Let E be the extrinsic matrix:
R11 R12 R13 t1
R21 R22 R23 t2
R31 R32 R33 t3
0 0 0 1
Technically, extrinsic matrix gives you the orientation of world coordinate frame with respect to camera coordinate frame. It also gives you the translation of world coordinate frame with respect to camera coordinate frame. Thus, t1 should be distance from camera coordinate origin to world coordinate origin in x direction and t2 in y direction and t3 in z direction. This indirectly means that camera coordinate origin is located -t1 in x direction, -t2 in y direction and -t3 in z direction from the world coordinate origin. That is, (-t1, -t2, -t3) is the camera coordinate origin in world coordinate frame.

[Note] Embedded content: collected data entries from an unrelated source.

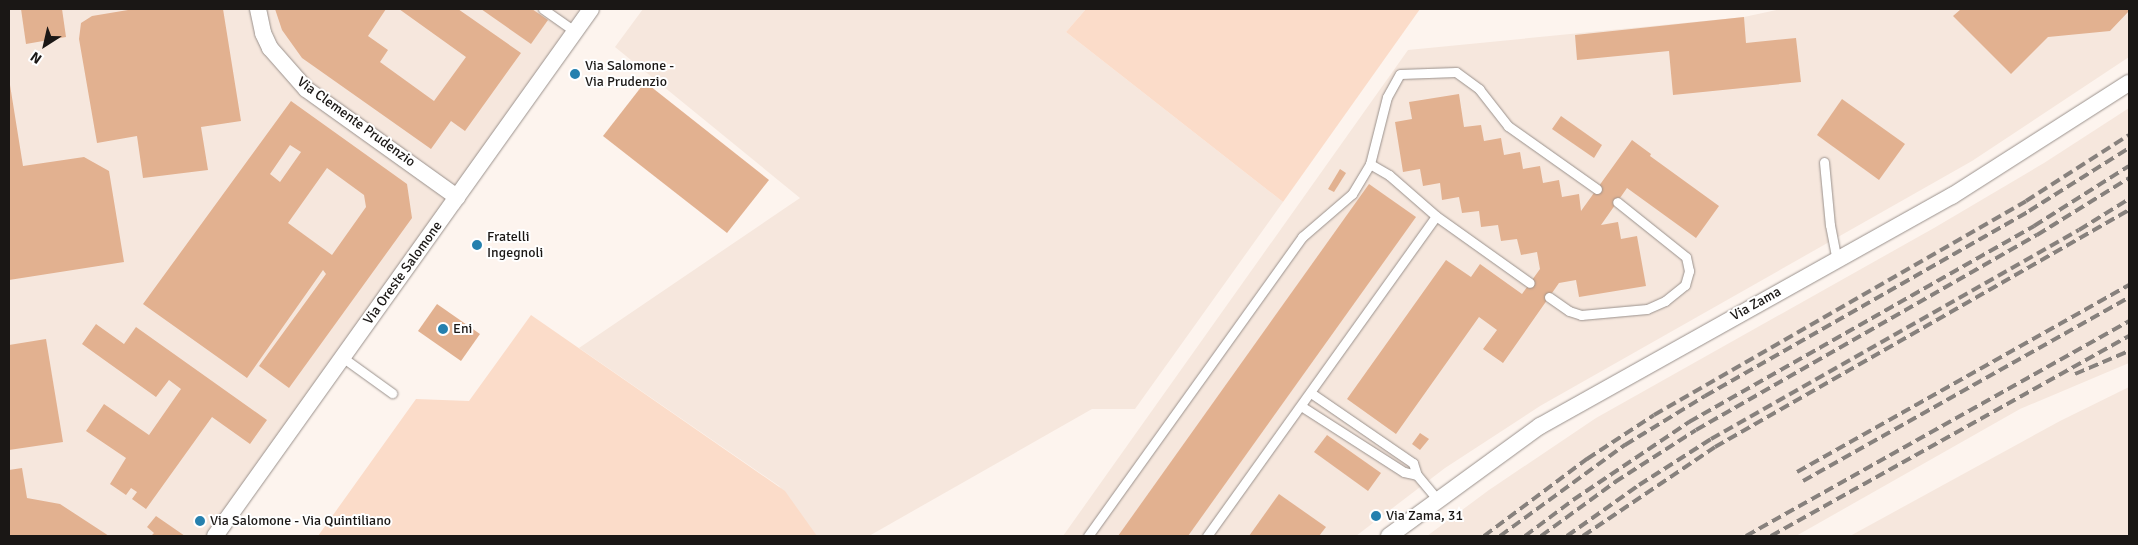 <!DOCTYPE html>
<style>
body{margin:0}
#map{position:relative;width:2138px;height:545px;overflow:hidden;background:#fdf4ee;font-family:Signika,sans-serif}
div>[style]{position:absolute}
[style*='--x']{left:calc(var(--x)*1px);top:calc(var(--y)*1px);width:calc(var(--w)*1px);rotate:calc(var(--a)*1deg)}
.built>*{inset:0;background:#f6e7dd}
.green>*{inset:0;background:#fbdcc9}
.building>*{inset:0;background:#e2b190}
.roads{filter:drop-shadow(0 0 1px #9a918c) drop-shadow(0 0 1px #9a918c)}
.service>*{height:9px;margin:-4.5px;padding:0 4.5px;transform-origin:4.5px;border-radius:4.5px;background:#fff}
.minor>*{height:16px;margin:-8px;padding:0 8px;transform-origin:8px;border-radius:8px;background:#fff}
.rail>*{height:4px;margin-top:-2px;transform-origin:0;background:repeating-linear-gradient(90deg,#87817d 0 10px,transparent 0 15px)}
.dots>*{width:14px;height:14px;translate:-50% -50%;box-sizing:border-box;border:2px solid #fff;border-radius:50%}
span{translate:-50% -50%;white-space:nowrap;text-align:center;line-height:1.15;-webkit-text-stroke:4px #fff;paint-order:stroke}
.poi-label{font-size:14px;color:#1a1715}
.left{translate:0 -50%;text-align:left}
.street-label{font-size:14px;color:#1a1715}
.frame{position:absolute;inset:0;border:10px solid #1a1715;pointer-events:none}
.north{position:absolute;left:20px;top:20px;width:50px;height:50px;-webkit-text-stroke:4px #fff;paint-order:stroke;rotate:215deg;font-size:14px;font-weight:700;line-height:20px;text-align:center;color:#1a1715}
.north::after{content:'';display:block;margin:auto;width:18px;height:22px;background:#1a1715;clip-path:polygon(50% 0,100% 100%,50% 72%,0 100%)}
</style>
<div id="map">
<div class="built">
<div style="clip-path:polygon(9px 9px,591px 9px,215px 536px,9px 536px)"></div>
<div style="clip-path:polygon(643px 9px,1086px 9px,1066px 32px,1283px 202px,1135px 409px,1092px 409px,869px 536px,816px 536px,779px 486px,579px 348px,800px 198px,615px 47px)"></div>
<div style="clip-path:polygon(1781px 9px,2129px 9px,2129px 57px,1972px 161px,1540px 406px,1445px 468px,1356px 536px,1063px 536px,1408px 50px,1744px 17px)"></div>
<div style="clip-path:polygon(2129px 108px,2129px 363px,2020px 409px,1796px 536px,1427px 536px,1489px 490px,1596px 418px,1934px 228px,2044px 163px)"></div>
<div style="clip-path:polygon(2129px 387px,2129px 536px,1850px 536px,2060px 421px)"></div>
</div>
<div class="green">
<div style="clip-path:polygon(1086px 9px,1420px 9px,1283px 202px,1066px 32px)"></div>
<div style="clip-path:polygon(531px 315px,785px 491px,817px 536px,318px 536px,416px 399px,469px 401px)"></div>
</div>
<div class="building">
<div style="clip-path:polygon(21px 9px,62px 9px,66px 37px,26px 44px)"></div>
<div style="clip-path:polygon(134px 9px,223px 9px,241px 121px,201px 127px,208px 170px,143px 178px,137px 136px,97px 143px,79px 39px,81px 23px,92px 16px)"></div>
<div style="clip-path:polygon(275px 9px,386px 9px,368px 36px,388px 50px,380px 62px,434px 101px,466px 57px,399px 9px,458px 9px,521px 53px,465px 131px,451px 121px,431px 149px,302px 58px,282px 30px)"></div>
<div style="clip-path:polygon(481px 9px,532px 9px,548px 20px,531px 44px)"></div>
<div style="clip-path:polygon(1961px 9px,2129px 9px,2129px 11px,2110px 31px,2048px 37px,2011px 74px,1953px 16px)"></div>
<div style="clip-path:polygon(1744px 17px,1746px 43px,1796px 38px,1801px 82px,1673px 95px,1669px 51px,1577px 60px,1575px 35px)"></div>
<div style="clip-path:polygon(645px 82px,769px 180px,727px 233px,603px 136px)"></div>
<div style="clip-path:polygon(10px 85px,23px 166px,84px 157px,109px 171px,124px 262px,9px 280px)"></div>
<div style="clip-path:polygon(1459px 94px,1464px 127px,1481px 125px,1484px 141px,1501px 138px,1504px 155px,1520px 152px,1523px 169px,1540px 166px,1543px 183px,1559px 180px,1562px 197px,1579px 194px,1581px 211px,1632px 140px,1651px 154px,1650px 156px,1719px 206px,1696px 238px,1627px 188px,1601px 225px,1618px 222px,1621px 239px,1637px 236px,1646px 286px,1579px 297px,1576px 280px,1559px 283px,1503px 363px,1483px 349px,1497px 330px,1479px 317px,1396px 434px,1347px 399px,1446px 260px,1471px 277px,1480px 264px,1522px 294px,1540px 269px,1537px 252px,1521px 255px,1517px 239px,1501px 241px,1498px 225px,1481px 227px,1479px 211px,1462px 213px,1459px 197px,1442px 200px,1440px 183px,1423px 186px,1420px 169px,1403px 172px,1395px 122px,1412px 119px,1409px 102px)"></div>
<div style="clip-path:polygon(1842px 99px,1905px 144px,1879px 180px,1817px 135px)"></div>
<div style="clip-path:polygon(evenodd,291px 101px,407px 184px,412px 218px,289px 388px,259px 366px,326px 274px,323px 270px,247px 378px,143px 304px,291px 101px,290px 145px,301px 152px,280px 182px,270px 174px,290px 145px,291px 101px,327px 168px,364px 195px,366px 207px,332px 255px,288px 223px,327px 168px)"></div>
<div style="clip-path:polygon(1561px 116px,1602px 145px,1594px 158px,1552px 129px)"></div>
<div style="clip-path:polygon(1340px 169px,1346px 173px,1334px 192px,1328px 189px)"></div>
<div style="clip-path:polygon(1369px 184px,1416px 217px,1188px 536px,1118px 536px)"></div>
<div style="clip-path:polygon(437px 304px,480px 334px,461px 361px,418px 331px)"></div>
<div style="clip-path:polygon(96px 324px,124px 344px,136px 327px,267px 420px,250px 444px,212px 417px,146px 509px,132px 499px,137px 492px,131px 488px,126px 495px,110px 484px,126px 458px,86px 431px,104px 404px,149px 435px,181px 389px,169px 380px,156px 397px,82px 344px)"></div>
<div style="clip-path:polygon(46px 339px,63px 442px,9px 450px,9px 345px)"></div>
<div style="clip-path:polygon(1420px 433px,1429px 439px,1420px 450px,1412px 444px)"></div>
<div style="clip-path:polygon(1327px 435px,1381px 473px,1368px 491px,1314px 452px)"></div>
<div style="clip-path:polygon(22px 468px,27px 498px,60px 504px,109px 536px,9px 536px,9px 470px)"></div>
<div style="clip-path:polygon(1279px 494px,1326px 527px,1319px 536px,1249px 536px)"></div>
<div style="clip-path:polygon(156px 516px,185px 536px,151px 536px,154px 533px,147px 527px)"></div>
</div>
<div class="roads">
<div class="service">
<div style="--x:543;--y:9;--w:39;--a:35"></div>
<div style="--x:1824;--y:162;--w:63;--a:84.6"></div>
<div style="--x:1830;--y:225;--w:36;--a:79"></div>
<div style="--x:1370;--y:164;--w:22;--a:30"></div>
<div style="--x:1389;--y:175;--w:62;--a:41.1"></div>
<div style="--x:1436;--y:216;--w:115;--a:35.5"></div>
<div style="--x:1549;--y:297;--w:24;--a:35"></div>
<div style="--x:1569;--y:311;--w:13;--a:18"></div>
<div style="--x:1581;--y:315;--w:66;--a:-5.2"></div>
<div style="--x:1647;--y:309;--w:20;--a:-24"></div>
<div style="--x:1665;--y:301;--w:26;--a:-39"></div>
<div style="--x:1685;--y:285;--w:15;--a:-74"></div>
<div style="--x:1689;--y:271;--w:14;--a:-102"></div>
<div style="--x:1686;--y:257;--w:88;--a:-141.4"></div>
<div style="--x:342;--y:357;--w:62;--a:35.8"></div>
<div style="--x:1311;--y:393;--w:124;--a:34.5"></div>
<div style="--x:1413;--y:463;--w:13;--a:72"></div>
<div style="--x:1417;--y:475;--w:33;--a:50"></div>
<div style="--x:1301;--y:406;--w:122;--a:32.7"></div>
<div style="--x:1404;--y:472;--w:13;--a:13"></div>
<div style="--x:1088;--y:536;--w:368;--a:-54.4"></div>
<div style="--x:1302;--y:237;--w:66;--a:-40.7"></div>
<div style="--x:1352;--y:194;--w:35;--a:-59"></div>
<div style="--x:1370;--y:164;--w:69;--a:-75.8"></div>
<div style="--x:1387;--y:97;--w:26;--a:-61"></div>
<div style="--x:1400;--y:74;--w:56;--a:-2"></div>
<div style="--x:1456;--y:72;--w:29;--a:36"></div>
<div style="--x:1479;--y:89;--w:47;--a:51.9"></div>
<div style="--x:1508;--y:126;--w:109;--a:35.3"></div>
<div style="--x:1207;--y:536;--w:393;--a:-54.4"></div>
</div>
<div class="minor">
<div style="--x:258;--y:9;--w:25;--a:78"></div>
<div style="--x:263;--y:33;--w:17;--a:65"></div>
<div style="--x:270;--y:48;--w:55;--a:48.7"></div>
<div style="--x:306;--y:89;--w:186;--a:35.6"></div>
<div style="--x:215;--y:536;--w:647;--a:-54.49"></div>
<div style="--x:1389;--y:536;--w:187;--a:-36.1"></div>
<div style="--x:1540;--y:426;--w:472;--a:-29.2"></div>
<div style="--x:1952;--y:196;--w:210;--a:-32.6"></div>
</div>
</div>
<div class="rail">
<div style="--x:2075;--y:374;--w:59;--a:-23.1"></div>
<div style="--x:1797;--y:472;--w:381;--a:-29.4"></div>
<div style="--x:1803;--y:481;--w:374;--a:-29.4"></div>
<div style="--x:1484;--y:536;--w:129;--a:-36.8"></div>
<div style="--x:1587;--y:459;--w:80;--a:-33.3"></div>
<div style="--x:1654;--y:415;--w:429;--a:-29.9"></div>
<div style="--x:2026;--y:201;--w:122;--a:-32.7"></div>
<div style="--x:1500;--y:536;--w:155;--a:-36.1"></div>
<div style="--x:1625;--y:445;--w:94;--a:-31.5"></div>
<div style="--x:1705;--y:396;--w:373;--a:-29.7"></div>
<div style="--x:2029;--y:211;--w:118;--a:-32.2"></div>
<div style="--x:1525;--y:536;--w:60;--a:-36.9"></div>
<div style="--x:1573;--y:500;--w:140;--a:-33.9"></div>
<div style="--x:1689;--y:422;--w:397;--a:-29.6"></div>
<div style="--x:2034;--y:226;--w:112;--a:-32.3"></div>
<div style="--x:1541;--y:536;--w:92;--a:-36.1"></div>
<div style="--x:1615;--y:482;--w:96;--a:-32.7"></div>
<div style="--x:1696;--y:430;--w:393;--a:-29.8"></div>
<div style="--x:2037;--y:235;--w:108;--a:-31.8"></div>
<div style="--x:1567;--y:536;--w:88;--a:-35.3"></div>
<div style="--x:1639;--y:485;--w:85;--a:-32.6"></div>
<div style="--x:1711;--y:439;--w:423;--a:-29.6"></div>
<div style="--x:2079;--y:230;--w:59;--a:-31.8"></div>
<div style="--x:1583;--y:536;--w:159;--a:-34"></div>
<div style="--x:1715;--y:447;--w:477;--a:-29.8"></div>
<div style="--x:1746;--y:536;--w:439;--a:-29.3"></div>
<div style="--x:1771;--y:536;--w:410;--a:-29.2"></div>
</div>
<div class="dots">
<div style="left:575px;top:74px;background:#2580ae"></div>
<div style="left:477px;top:245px;background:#2580ae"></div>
<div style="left:443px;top:329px;background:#2580ae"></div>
<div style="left:1376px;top:516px;background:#2580ae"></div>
<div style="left:200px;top:521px;background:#2580ae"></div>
</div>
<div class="poi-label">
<span class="left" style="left:585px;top:74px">Via Salomone -<br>Via Prudenzio</span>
<span class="left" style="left:487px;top:245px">Fratelli<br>Ingegnoli</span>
<span class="left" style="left:453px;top:329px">Eni</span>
<span class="left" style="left:1386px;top:516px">Via Zama, 31</span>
<span class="left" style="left:210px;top:521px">Via Salomone - Via Quintiliano</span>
</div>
<div class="street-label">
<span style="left:356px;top:122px;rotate:36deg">Via Clemente Prudenzio</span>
<span style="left:403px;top:273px;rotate:-54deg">Via Oreste Salomone</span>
<span style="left:1756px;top:304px;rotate:-29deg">Via Zama</span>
</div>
<div class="frame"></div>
<div class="north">N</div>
</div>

Camera coordinate origin should correspond to camera position and thus (-t1, -t2, -t3) should correspond to camera position in world coordinate frame. However, it isn't so.
Let Xw be the camera position in world coordinate frame and Xc be the camera position in camera coordinate frame. We need to find Xw.
Then:
E * Xw = Xc
Xc is (0,0,0) and hence:
Xw = -1 * (R)' * (t), where R (3*3) and t (3*1) are the rotation and translation components of E respectively.
Why is Xw not equal to (-t1, -t2, -t3)?